2014-07-05 Thread Mateusz Viste
Hi all,

Here I announce the final v1.0.2 of my simple Sudoku game for 8086 and 
CGA/VGA.

This shall be the last version for some time now, since I am pretty 
happy with it as it is. The main reason why this version happens is to 
provide a workaround for some buggy mice - specifically for Rugxulo's 
buggy mouse, but I believe there must be other similar models out there 
in the wild ;)

I took the occasion to add a few additional bits to the game here and 
there. The changelog follows.

Sudoku86 1.0.2 [05 Jul 2014]:
  - Support for double buffering on CGA,
  - A few micro-optimizations of video routines,
  - Fix for mice that return fake release clicks during an onclick event,
  - Added a help screen under F1,
  - Implemented a save/load feature,
  - Added keyboard controls: new game (n), clear game (c), quick 
selection of digits (1-9), next digit (space), help (F1), save (F5) and 
load (F7),
  - Replaced time() with a call to int21,2Ch (smaller code size),
  - Custom level files support on command line.

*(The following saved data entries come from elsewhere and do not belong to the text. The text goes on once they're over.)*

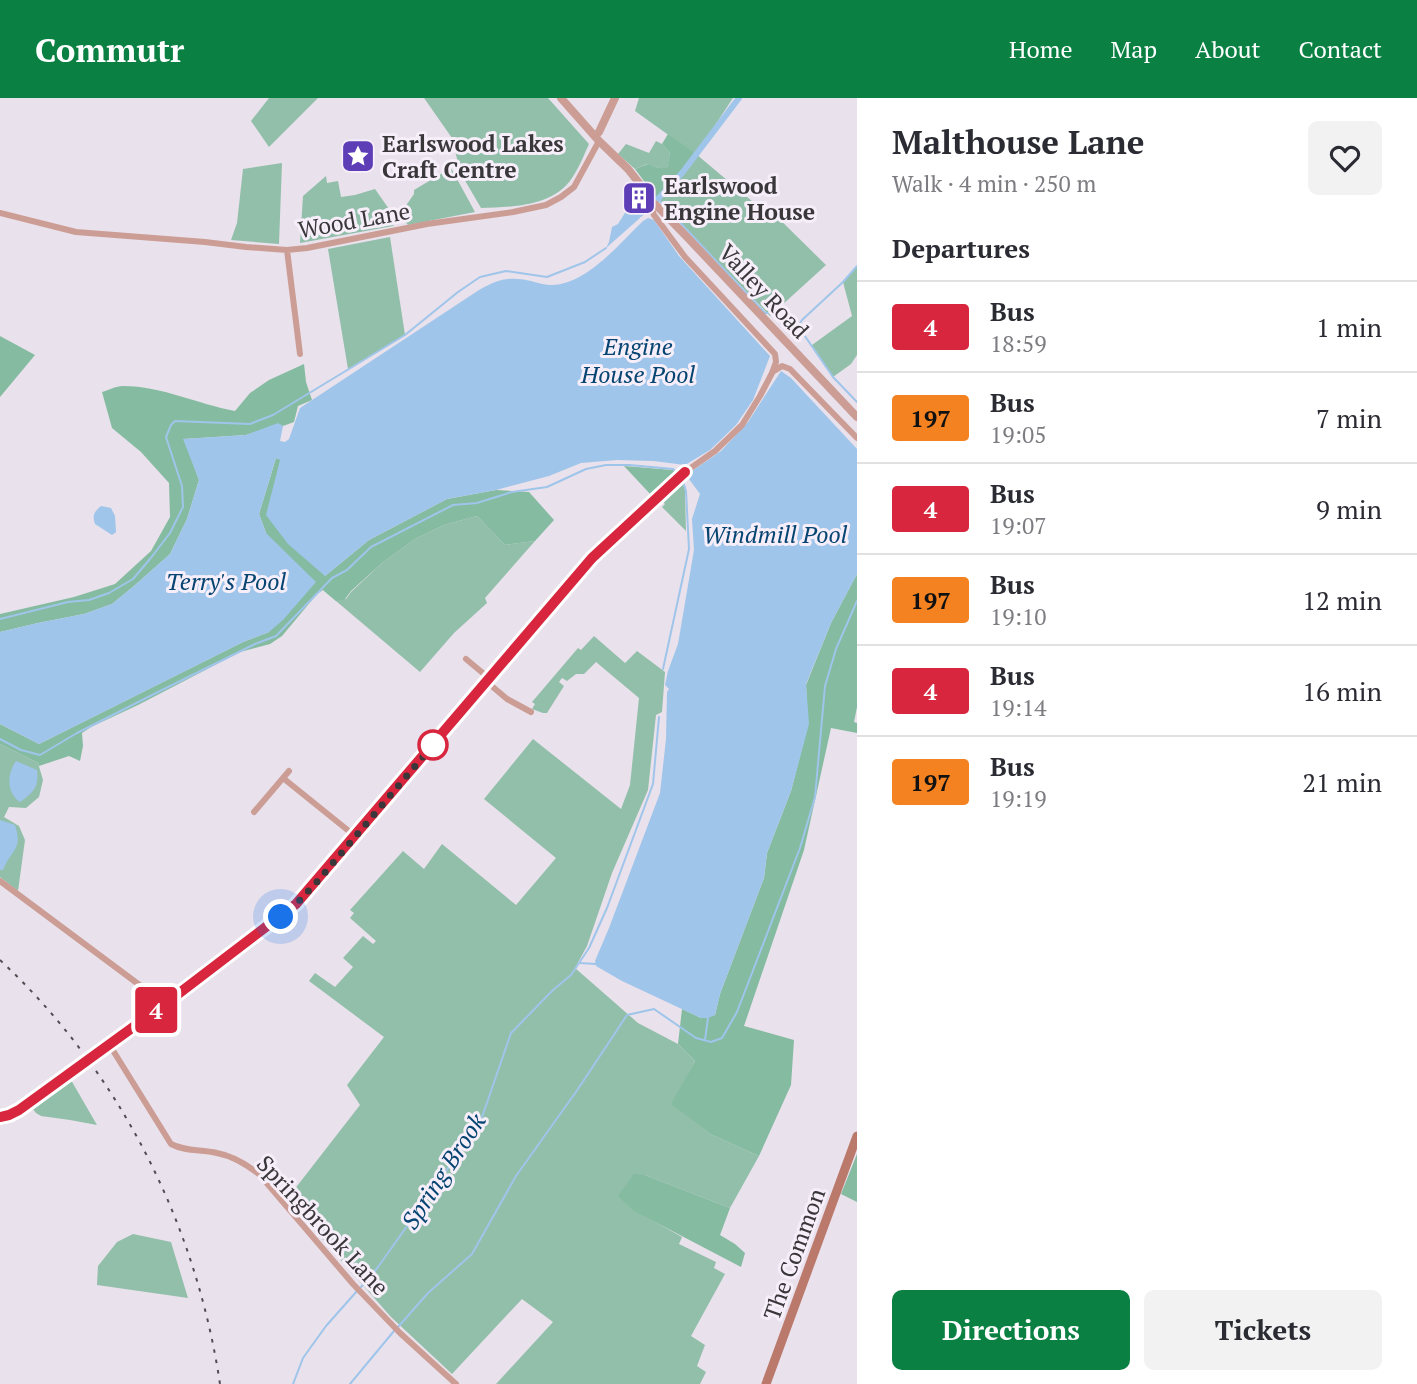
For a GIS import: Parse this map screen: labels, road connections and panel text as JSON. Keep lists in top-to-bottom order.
{
  "streets": {
    "main road": ["The Common"],
    "street": ["Wood Lane", "Valley Road", "Springbrook Lane"]
  },
  "crossings": [
    ["Wood Lane", "Valley Road"]
  ],
  "water": [
    "Engine House Pool",
    "Windmill Pool",
    "Terry's Pool",
    "Spring Brook"
  ],
  "places": {
    "place": ["Earlswood Lakes Craft Centre"],
    "building": ["Earlswood Engine House"]
  },
  "lines": ["bus line 4"],
  "page": {
    "header": "Commutr",
    "nav": [
      "Home",
      "Map",
      "About",
      "Contact"
    ],
    "on_map": "4",
    "heading": [
      ["Malthouse Lane", "Walk · 4 min · 250 m"],
      "Departures"
    ],
    "list": [
      {
        "mark": "4",
        "name": "Bus",
        "note": "18:59",
        "value": "1 min"
      },
      {
        "mark": "197",
        "name": "Bus",
        "note": "19:05",
        "value": "7 min"
      },
      {
        "mark": "4",
        "name": "Bus",
        "note": "19:07",
        "value": "9 min"
      },
      {
        "mark": "197",
        "name": "Bus",
        "note": "19:10",
        "value": "12 min"
      },
      {
        "mark": "4",
        "name": "Bus",
        "note": "19:14",
        "value": "16 min"
      },
      {
        "mark": "197",
        "name": "Bus",
        "note": "19:19",
        "value": "21 min"
      }
    ],
    "buttons": ["Directions", "Tickets"]
  }
}
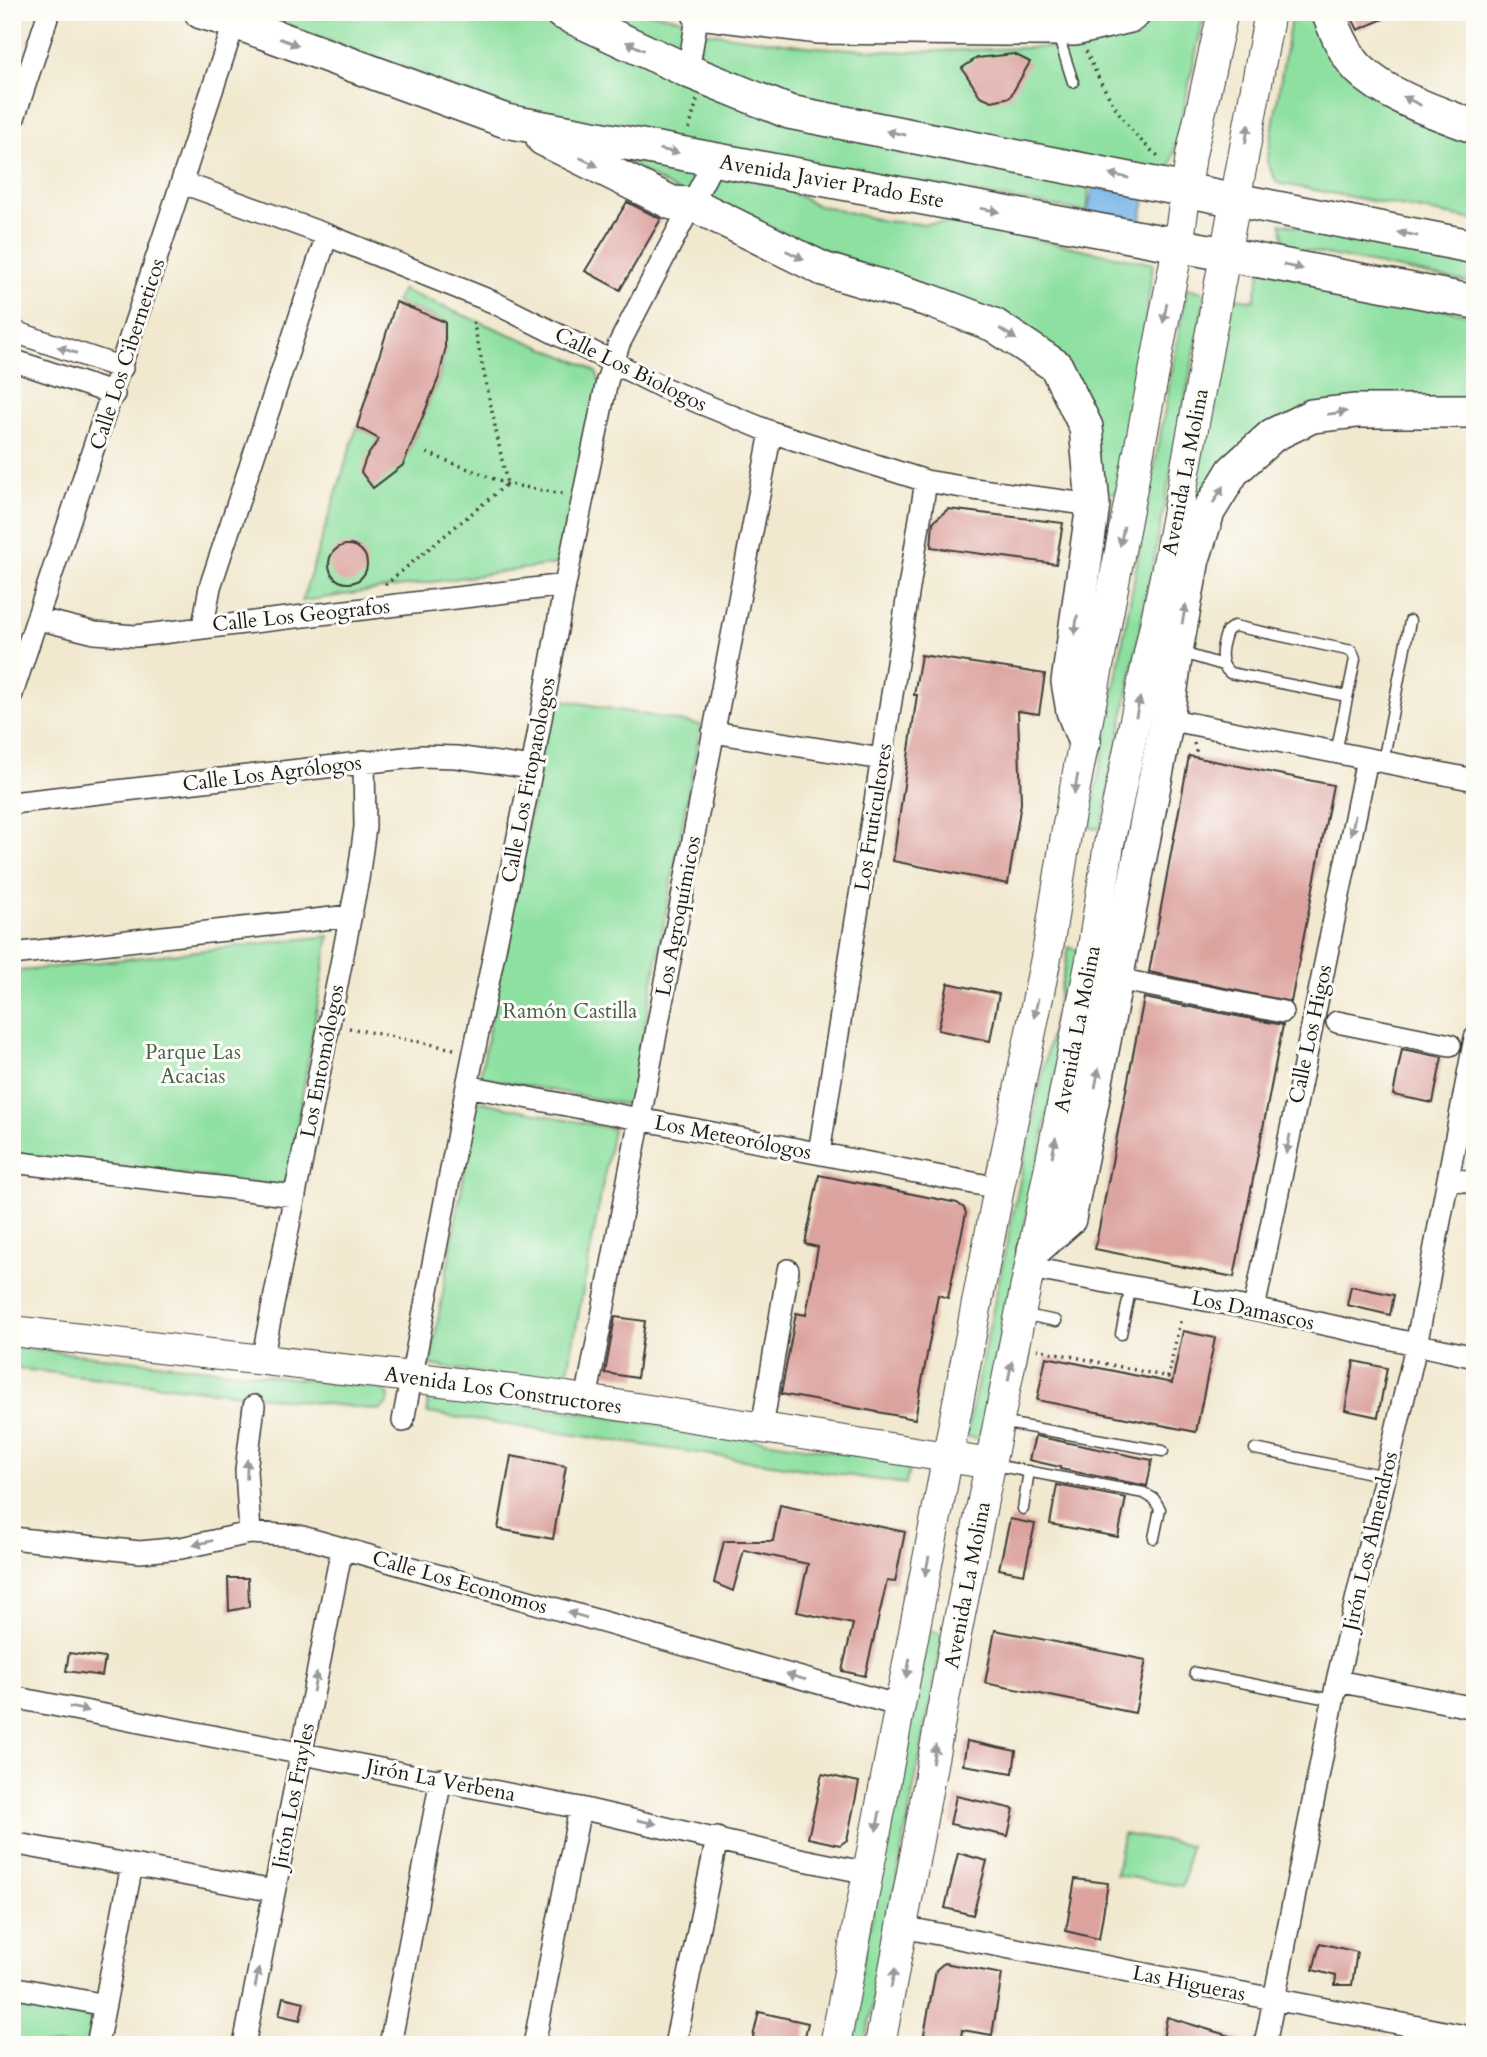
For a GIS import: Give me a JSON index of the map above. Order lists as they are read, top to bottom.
{
  "streets": {
    "main road": ["Avenida Javier Prado Este", "Avenida La Molina", "Avenida Los Constructores"],
    "street": [
      "Calle Los Ciberneticos",
      "Calle Los Biologos",
      "Calle Los Geografos",
      "Calle Los Agrólogos",
      "Calle Los Fitopatologos",
      "Los Fruticultores",
      "Los Agroquímicos",
      "Calle Los Higos",
      "Los Entomólogos",
      "Los Meteorólogos",
      "Los Damascos",
      "Jirón Los Almendros",
      "Calle Los Economos",
      "Jirón La Verbena",
      "Jirón Los Frayles",
      "Las Higueras"
    ]
  },
  "crossings": [
    ["Avenida Javier Prado Este", "Calle Los Ciberneticos"],
    ["Avenida Javier Prado Este", "Avenida La Molina"],
    ["Avenida Javier Prado Este", "Calle Los Fitopatologos"],
    ["Calle Los Ciberneticos", "Calle Los Biologos"],
    ["Calle Los Ciberneticos", "Calle Los Geografos"],
    ["Calle Los Biologos", "Calle Los Fitopatologos"],
    ["Calle Los Biologos", "Los Fruticultores"],
    ["Calle Los Biologos", "Los Agroquímicos"],
    ["Avenida La Molina", "Los Meteorólogos"],
    ["Avenida La Molina", "Los Damascos"],
    ["Avenida La Molina", "Avenida Los Constructores"],
    ["Avenida La Molina", "Calle Los Economos"],
    ["Avenida La Molina", "Jirón La Verbena"],
    ["Avenida La Molina", "Las Higueras"],
    ["Calle Los Geografos", "Calle Los Fitopatologos"],
    ["Calle Los Agrólogos", "Calle Los Fitopatologos"],
    ["Calle Los Agrólogos", "Los Entomólogos"],
    ["Calle Los Fitopatologos", "Los Meteorólogos"],
    ["Calle Los Fitopatologos", "Avenida Los Constructores"],
    ["Los Fruticultores", "Los Meteorólogos"],
    ["Los Agroquímicos", "Los Meteorólogos"],
    ["Los Agroquímicos", "Avenida Los Constructores"],
    ["Calle Los Higos", "Los Damascos"],
    ["Los Entomólogos", "Avenida Los Constructores"],
    ["Los Damascos", "Jirón Los Almendros"],
    ["Jirón Los Almendros", "Las Higueras"],
    ["Calle Los Economos", "Jirón Los Frayles"],
    ["Jirón La Verbena", "Jirón Los Frayles"]
  ],
  "one_way": ["Calle Los Higos", "Calle Los Economos"],
  "parks": ["Ramón Castilla", "Parque Las Acacias"]
}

The game is hosted on sourceforge:
http://sudoku86.sourceforge.net/

best regards,
Mateusz




On 06/28/2014 06:49 PM, Mateusz Viste wrote:
 Hi again,

 I released a new version of Sudoku86 - the biggest change in version
 1.0.1 is support for CGA adapters. There won't be any new version in any
 near future now, unless some unexpected bug pops out.

 Exact changelog below:

- Added support for CGA output,
- Included the SDM2LEV tool into the public package,
- Makefile and small adaptations for OpenWatcom compilation (courtesy
 of Matej Horvat).

 http://sudoku86.sourceforge.net

 regards,
 Mateusz




 On 06/26/2014 11:47 PM, Mateusz Viste wrote:
 Hi list,

 Some days ago I was looking up on the web for some Sudoku games that
 would run under FreeDOS. And I found.. almost nothing (only one game to
 be precise, that had no mouse support, and of course it wasn't free/libre).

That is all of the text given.